> Saved data entries:
__________

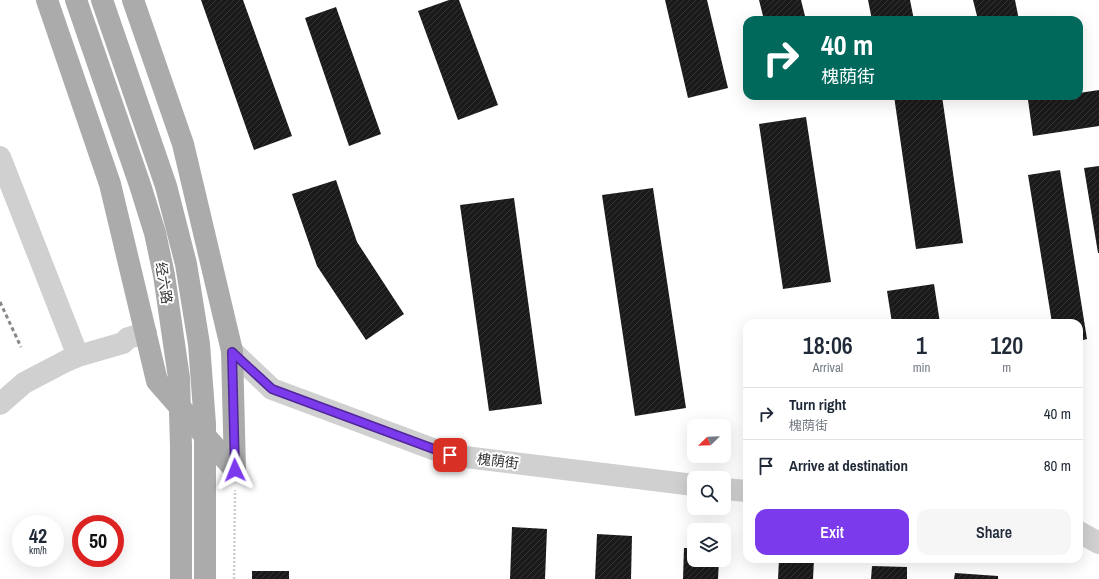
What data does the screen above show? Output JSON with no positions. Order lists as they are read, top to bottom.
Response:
{
  "streets": {
    "main road": ["经六路"],
    "street": ["槐荫街"]
  },
  "north": "bottom left",
  "page": {
    "turn": ["40 m", "槐荫街"],
    "eta": [
      "18:06",
      "Arrival",
      "1",
      "min",
      "120",
      "m"
    ],
    "list": [
      {
        "name": "Turn right",
        "note": "槐荫街",
        "value": "40 m"
      },
      {
        "name": "Arrive at destination",
        "value": "80 m"
      }
    ],
    "buttons": ["Exit", "Share"],
    "speed": "42 km/h",
    "limit": "50"
  }
}
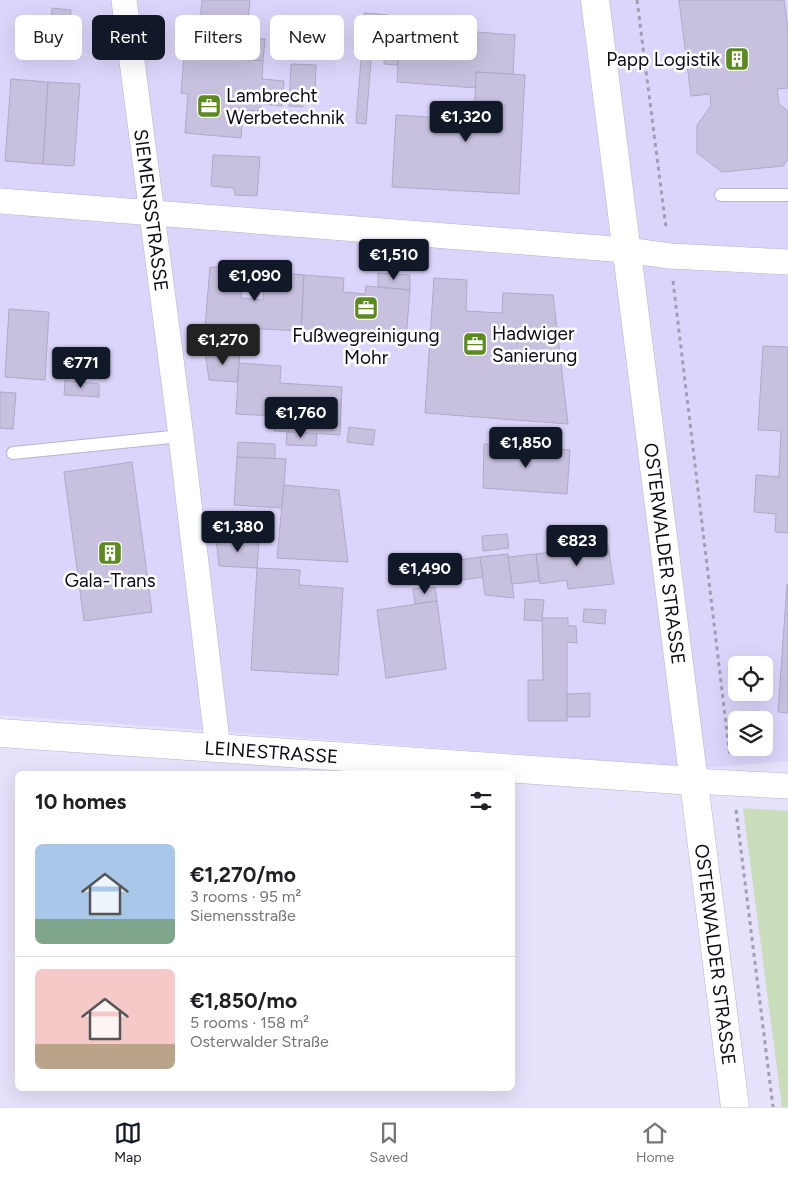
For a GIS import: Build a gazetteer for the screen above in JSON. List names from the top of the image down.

__________

> What to produce:
Copy every line of the data that carries the word "JSON".

> Result:
What data does the screen above show? Output JSON with no positions. Order lists as they are read, top to bottom.
For a GIS import: Build a gazetteer for the screen above in JSON. List names from the top of the image down.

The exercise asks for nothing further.